_Problem to solve_. Search the entries below for "controls", and copy each line where it appears.

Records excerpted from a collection
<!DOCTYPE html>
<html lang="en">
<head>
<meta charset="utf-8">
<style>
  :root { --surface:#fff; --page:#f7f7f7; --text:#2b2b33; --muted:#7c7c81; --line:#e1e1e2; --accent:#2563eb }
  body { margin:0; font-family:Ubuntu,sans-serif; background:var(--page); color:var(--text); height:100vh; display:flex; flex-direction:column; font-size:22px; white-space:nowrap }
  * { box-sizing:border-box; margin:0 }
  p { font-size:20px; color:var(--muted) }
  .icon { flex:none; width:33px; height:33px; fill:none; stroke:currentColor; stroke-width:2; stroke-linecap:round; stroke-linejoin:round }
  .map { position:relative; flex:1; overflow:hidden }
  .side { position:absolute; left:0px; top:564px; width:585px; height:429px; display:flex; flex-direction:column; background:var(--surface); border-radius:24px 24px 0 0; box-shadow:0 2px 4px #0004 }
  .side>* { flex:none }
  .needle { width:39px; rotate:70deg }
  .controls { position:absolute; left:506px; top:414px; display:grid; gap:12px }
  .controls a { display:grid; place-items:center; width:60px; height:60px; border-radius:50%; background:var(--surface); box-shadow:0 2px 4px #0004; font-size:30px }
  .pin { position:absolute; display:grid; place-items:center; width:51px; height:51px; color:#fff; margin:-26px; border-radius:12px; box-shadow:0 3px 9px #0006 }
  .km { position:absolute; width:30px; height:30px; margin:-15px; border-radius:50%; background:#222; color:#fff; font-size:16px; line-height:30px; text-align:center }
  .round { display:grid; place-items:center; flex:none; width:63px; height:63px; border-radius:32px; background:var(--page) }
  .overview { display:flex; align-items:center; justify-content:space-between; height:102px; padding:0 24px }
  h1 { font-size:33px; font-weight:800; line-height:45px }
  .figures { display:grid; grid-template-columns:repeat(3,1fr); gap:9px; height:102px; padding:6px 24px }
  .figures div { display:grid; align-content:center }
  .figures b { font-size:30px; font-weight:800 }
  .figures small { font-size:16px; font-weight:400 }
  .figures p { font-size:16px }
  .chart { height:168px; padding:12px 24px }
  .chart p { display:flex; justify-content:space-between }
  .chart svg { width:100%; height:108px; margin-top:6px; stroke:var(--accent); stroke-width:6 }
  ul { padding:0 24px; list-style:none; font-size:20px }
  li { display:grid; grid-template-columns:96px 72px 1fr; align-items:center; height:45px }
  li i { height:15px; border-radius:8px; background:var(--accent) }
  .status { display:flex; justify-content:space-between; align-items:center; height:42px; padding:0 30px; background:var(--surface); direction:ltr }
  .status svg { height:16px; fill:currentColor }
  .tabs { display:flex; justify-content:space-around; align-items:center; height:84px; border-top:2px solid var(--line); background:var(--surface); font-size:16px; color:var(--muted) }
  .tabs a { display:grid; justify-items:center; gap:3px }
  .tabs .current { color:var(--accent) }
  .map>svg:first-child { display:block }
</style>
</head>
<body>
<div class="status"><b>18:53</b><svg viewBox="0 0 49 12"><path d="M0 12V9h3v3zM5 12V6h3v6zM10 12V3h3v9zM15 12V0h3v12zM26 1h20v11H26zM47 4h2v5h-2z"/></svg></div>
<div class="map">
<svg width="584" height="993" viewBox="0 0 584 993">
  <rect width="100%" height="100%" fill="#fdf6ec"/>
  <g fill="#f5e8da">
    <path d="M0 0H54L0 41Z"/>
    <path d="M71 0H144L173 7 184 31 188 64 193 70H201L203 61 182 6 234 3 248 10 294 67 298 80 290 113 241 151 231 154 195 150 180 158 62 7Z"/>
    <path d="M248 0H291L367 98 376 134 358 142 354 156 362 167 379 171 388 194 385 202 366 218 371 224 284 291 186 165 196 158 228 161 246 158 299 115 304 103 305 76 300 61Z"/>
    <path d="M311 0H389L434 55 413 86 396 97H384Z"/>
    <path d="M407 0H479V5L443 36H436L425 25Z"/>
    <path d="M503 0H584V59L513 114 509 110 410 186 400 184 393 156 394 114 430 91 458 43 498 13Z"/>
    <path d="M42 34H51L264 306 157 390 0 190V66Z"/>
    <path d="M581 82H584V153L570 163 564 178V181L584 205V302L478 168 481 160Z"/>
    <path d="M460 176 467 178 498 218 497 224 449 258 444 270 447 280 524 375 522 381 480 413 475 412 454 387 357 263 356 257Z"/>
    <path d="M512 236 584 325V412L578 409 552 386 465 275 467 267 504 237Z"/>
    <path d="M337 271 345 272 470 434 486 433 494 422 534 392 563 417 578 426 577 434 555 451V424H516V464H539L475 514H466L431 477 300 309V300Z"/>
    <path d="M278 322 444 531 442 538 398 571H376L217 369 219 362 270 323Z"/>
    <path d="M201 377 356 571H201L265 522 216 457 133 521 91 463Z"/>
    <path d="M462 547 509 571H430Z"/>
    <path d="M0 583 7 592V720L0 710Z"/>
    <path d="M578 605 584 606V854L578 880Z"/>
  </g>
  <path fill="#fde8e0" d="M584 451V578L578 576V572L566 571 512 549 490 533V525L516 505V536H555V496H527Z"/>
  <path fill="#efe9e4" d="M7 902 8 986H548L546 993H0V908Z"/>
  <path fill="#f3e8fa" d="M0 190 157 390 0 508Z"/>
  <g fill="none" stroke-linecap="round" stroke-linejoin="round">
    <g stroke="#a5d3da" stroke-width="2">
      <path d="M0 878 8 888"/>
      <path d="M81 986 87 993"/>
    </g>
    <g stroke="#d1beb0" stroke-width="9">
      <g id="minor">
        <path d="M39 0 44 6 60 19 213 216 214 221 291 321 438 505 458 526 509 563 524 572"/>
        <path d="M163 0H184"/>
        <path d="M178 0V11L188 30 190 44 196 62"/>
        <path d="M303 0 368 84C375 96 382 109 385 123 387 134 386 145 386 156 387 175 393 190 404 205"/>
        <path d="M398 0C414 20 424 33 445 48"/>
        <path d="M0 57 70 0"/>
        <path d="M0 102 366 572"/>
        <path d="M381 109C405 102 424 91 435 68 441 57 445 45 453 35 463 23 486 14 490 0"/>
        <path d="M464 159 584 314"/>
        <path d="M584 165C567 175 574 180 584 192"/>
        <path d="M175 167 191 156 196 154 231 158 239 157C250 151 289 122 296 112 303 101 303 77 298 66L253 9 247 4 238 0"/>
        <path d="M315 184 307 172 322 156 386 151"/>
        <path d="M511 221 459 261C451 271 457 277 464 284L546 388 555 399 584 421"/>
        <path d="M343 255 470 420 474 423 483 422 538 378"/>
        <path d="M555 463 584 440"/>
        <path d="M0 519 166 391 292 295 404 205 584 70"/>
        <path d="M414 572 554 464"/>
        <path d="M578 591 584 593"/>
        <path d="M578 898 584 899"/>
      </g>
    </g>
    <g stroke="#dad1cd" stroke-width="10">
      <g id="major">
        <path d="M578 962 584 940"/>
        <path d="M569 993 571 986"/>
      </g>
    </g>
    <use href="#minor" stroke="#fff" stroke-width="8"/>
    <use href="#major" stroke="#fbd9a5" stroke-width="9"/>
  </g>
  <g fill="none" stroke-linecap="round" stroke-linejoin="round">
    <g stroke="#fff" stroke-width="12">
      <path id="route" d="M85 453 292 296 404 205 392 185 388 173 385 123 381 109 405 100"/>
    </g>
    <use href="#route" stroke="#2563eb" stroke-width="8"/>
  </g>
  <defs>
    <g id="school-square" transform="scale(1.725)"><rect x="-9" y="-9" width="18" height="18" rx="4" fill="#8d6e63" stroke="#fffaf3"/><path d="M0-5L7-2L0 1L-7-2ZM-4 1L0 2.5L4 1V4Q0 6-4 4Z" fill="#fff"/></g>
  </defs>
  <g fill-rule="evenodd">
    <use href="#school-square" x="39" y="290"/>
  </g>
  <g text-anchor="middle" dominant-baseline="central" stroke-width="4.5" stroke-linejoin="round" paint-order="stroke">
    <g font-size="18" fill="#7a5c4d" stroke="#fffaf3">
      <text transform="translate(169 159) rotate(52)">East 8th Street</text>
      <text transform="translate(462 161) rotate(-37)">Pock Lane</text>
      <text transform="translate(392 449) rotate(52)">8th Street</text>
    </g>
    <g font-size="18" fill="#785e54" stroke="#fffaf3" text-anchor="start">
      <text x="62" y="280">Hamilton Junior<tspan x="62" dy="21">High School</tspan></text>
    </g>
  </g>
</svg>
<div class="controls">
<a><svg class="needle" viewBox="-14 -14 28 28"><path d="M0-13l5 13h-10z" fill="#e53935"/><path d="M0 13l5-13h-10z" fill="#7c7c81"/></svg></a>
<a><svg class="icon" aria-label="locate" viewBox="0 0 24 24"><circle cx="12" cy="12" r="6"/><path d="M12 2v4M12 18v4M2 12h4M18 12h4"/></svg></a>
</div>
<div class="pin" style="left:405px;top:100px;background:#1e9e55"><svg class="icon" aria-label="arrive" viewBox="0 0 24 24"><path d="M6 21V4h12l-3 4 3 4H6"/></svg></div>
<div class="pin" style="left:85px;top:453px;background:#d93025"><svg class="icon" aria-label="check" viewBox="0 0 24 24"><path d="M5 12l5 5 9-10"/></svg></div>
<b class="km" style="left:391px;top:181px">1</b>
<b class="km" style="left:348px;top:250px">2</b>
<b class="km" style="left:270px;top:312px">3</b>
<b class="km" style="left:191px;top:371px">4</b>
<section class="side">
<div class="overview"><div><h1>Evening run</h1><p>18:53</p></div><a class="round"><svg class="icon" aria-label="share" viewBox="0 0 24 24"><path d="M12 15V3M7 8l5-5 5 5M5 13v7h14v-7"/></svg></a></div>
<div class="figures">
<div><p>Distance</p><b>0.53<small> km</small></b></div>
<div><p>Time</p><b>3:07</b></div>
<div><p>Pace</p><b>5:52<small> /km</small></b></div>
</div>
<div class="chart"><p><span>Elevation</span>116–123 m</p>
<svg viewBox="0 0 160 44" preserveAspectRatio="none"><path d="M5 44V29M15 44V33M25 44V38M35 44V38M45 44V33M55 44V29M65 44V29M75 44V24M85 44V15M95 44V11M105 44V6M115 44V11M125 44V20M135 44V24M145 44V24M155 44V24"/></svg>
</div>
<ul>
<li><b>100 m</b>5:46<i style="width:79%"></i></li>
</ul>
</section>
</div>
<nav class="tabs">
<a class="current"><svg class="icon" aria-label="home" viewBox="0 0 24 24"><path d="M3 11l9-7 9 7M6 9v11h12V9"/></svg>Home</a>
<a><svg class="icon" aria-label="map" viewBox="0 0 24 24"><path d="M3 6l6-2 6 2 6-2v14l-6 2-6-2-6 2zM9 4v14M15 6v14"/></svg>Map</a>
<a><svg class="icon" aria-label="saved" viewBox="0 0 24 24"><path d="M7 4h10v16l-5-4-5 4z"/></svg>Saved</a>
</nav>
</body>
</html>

---

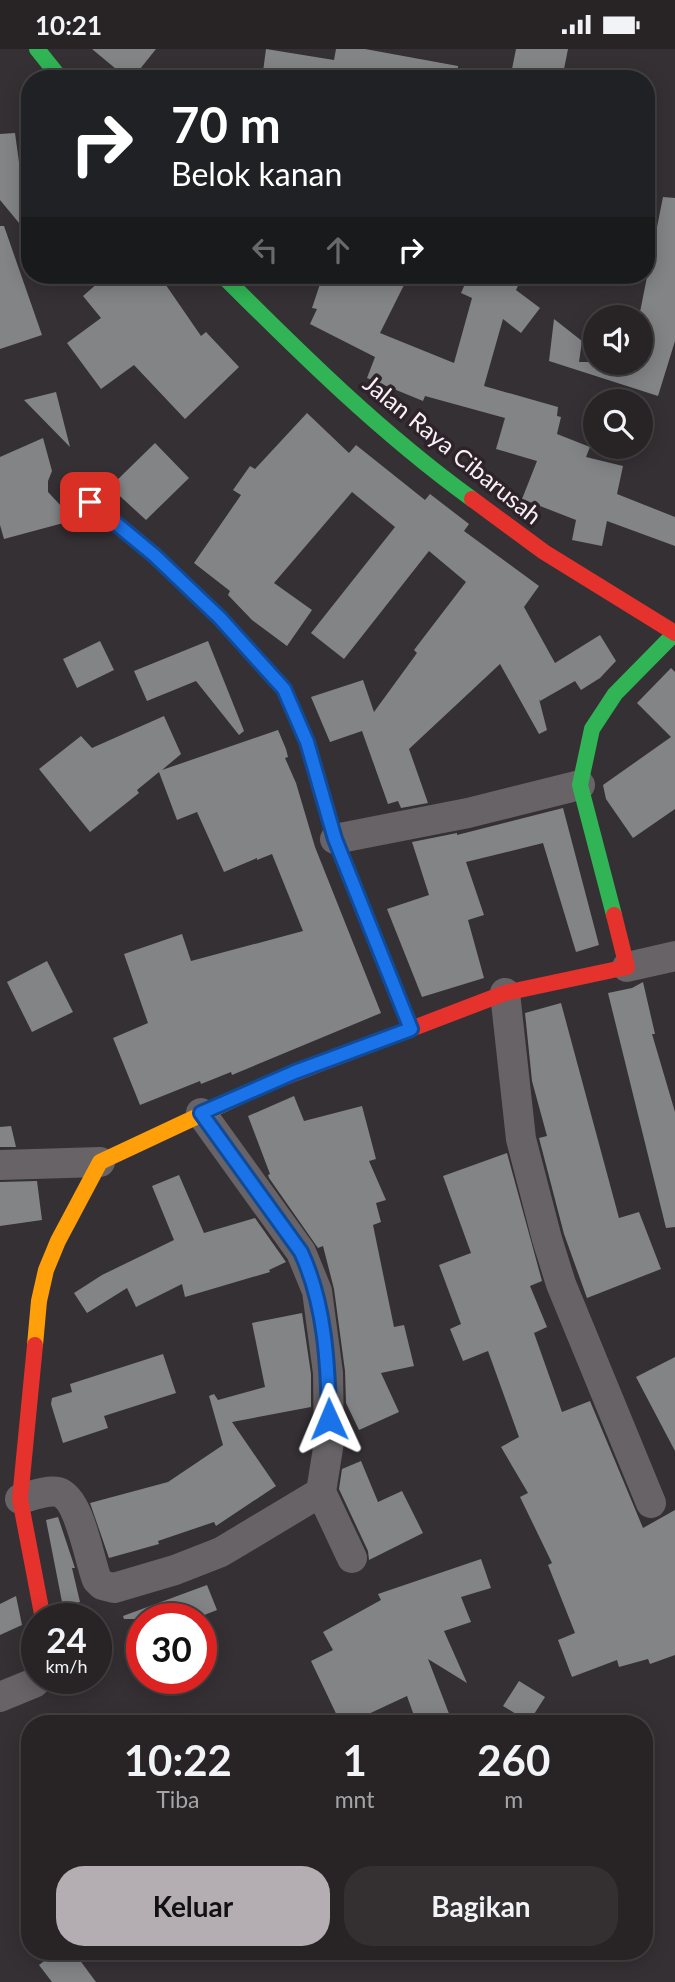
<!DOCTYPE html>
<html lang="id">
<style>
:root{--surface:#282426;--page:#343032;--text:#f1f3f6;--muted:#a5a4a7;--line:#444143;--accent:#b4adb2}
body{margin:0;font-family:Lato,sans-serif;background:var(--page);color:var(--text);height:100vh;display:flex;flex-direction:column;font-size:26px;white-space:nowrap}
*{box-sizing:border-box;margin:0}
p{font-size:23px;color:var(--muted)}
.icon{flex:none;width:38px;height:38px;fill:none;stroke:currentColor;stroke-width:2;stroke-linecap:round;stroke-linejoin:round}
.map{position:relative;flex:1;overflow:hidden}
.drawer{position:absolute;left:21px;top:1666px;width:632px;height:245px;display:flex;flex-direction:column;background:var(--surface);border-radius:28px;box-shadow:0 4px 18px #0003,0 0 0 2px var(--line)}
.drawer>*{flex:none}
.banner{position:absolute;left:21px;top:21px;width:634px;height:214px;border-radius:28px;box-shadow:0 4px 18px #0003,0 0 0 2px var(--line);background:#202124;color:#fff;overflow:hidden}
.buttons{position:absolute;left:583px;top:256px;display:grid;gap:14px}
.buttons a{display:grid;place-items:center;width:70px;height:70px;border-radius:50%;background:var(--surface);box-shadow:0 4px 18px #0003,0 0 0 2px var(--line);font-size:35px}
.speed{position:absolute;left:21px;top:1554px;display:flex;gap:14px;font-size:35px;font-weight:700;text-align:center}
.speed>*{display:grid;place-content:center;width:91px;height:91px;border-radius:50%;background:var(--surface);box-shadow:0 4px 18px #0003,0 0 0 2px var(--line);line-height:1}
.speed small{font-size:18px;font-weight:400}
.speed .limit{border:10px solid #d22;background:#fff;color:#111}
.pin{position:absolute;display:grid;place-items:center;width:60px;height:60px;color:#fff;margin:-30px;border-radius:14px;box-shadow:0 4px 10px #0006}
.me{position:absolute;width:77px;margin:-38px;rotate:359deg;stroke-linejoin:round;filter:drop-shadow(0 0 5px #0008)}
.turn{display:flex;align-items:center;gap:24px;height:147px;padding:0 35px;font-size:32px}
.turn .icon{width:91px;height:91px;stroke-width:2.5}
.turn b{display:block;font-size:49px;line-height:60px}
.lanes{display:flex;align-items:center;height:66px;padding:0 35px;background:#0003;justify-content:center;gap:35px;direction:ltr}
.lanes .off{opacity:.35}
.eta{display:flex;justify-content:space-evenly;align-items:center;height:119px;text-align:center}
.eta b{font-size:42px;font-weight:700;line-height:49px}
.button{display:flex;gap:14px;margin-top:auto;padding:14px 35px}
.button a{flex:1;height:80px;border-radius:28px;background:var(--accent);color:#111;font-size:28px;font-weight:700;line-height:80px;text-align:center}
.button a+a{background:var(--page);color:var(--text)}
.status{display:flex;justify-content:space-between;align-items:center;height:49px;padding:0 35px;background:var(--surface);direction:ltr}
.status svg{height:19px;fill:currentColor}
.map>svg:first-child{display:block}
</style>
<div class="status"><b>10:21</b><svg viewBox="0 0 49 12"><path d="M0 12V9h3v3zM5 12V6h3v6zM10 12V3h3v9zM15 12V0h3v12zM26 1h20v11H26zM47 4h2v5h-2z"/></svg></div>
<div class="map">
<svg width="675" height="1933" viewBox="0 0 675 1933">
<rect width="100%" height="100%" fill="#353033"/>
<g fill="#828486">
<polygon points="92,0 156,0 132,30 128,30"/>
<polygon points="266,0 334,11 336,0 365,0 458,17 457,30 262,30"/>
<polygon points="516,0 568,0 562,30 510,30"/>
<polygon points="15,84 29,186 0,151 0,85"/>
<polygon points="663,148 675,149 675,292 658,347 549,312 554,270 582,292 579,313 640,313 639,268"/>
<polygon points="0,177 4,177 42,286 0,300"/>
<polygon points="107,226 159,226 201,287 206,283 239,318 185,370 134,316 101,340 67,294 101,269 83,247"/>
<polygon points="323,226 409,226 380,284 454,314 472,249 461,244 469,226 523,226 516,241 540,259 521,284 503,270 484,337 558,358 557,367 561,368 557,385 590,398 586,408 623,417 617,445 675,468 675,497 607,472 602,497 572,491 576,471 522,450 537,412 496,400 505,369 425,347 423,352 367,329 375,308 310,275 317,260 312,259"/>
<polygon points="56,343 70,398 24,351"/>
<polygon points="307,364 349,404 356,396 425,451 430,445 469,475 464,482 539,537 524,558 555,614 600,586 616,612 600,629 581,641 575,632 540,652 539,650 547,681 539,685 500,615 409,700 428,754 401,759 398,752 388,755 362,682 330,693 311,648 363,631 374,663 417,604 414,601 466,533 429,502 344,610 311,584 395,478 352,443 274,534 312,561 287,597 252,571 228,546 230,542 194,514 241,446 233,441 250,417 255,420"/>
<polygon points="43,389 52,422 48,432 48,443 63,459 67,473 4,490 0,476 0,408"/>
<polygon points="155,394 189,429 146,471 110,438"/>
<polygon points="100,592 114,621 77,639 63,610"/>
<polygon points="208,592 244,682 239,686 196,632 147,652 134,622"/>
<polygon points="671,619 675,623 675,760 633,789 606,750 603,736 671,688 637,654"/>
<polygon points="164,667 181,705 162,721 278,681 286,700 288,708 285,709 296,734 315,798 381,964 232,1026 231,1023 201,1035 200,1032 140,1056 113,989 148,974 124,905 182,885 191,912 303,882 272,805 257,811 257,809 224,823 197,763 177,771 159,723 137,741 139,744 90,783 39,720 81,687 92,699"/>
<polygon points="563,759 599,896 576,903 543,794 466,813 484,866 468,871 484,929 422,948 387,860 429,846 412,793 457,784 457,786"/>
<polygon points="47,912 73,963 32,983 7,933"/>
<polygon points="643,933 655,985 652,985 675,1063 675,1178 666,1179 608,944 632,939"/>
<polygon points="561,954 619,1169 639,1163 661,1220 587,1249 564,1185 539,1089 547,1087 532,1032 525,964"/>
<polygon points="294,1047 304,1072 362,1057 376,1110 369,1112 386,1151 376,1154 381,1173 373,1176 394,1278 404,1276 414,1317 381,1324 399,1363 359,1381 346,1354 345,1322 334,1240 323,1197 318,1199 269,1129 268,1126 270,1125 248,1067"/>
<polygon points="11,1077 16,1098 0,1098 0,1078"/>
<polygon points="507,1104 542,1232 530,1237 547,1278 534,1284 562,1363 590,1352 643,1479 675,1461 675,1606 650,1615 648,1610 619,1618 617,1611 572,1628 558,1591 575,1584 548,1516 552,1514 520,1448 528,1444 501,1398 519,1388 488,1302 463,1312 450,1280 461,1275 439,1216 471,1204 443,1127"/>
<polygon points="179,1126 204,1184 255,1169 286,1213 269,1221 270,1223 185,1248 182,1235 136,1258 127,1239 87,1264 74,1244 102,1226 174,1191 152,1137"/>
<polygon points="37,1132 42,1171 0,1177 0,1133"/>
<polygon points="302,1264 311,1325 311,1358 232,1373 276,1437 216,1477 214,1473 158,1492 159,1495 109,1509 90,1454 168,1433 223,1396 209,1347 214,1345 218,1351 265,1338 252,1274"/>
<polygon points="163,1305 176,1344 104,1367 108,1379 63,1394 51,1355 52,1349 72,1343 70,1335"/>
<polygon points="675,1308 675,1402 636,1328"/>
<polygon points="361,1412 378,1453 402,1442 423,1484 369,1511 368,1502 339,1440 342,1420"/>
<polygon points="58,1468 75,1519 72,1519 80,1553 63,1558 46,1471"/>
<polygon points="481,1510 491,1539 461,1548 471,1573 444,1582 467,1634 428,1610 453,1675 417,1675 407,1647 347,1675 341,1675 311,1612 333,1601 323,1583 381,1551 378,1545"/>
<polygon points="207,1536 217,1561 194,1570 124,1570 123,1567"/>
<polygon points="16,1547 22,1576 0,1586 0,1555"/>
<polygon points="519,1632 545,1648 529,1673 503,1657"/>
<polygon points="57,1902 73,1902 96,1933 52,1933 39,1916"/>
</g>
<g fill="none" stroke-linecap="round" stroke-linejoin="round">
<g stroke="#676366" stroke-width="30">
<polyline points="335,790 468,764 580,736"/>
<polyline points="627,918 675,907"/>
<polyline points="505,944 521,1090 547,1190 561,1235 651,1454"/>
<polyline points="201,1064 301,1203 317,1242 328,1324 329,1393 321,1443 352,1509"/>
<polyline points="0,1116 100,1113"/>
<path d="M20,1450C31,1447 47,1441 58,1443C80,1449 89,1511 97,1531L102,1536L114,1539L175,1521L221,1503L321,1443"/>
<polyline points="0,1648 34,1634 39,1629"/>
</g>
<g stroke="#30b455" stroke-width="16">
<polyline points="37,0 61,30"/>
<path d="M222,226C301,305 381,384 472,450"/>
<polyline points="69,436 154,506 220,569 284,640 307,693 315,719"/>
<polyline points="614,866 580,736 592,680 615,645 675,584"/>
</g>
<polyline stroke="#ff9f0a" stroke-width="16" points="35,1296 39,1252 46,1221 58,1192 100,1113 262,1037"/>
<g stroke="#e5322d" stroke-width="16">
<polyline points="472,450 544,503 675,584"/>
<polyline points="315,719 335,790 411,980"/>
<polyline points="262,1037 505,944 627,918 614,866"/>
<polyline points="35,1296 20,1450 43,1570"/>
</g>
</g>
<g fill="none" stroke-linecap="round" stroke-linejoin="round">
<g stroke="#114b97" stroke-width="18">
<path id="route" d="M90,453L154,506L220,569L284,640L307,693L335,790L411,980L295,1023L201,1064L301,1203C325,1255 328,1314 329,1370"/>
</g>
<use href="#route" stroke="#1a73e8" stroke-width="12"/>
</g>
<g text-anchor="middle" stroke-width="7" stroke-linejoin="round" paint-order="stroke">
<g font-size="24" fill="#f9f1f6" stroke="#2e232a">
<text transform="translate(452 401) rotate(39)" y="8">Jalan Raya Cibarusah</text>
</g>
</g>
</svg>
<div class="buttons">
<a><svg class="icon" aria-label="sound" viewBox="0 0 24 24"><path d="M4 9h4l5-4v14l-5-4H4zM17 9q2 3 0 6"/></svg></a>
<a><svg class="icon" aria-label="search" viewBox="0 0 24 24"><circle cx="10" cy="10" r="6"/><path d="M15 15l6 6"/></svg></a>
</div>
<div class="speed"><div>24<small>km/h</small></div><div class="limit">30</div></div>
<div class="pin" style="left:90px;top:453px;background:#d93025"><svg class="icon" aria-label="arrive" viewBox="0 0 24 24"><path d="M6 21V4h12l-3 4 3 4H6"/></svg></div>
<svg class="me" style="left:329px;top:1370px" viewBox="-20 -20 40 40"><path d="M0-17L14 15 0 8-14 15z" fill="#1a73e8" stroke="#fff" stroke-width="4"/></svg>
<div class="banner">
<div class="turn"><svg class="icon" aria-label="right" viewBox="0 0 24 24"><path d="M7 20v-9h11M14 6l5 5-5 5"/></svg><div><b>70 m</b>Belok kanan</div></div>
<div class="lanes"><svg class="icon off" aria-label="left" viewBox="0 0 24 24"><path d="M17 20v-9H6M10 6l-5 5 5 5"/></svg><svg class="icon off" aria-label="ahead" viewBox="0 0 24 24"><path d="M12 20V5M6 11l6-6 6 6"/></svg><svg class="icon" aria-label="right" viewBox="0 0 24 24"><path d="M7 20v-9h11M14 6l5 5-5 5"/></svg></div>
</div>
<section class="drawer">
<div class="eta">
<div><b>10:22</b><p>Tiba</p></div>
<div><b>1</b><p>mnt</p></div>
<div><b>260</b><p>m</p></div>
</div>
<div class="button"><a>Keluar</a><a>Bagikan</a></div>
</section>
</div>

_Solved exercise_.
  .controls { position:absolute; left:506px; top:414px; display:grid; gap:12px }
  .controls a { display:grid; place-items:center; width:60px; height:60px; border-radius:50%; background:var(--surface); box-shadow:0 2px 4px #0004; font-size:30px }
<div class="controls">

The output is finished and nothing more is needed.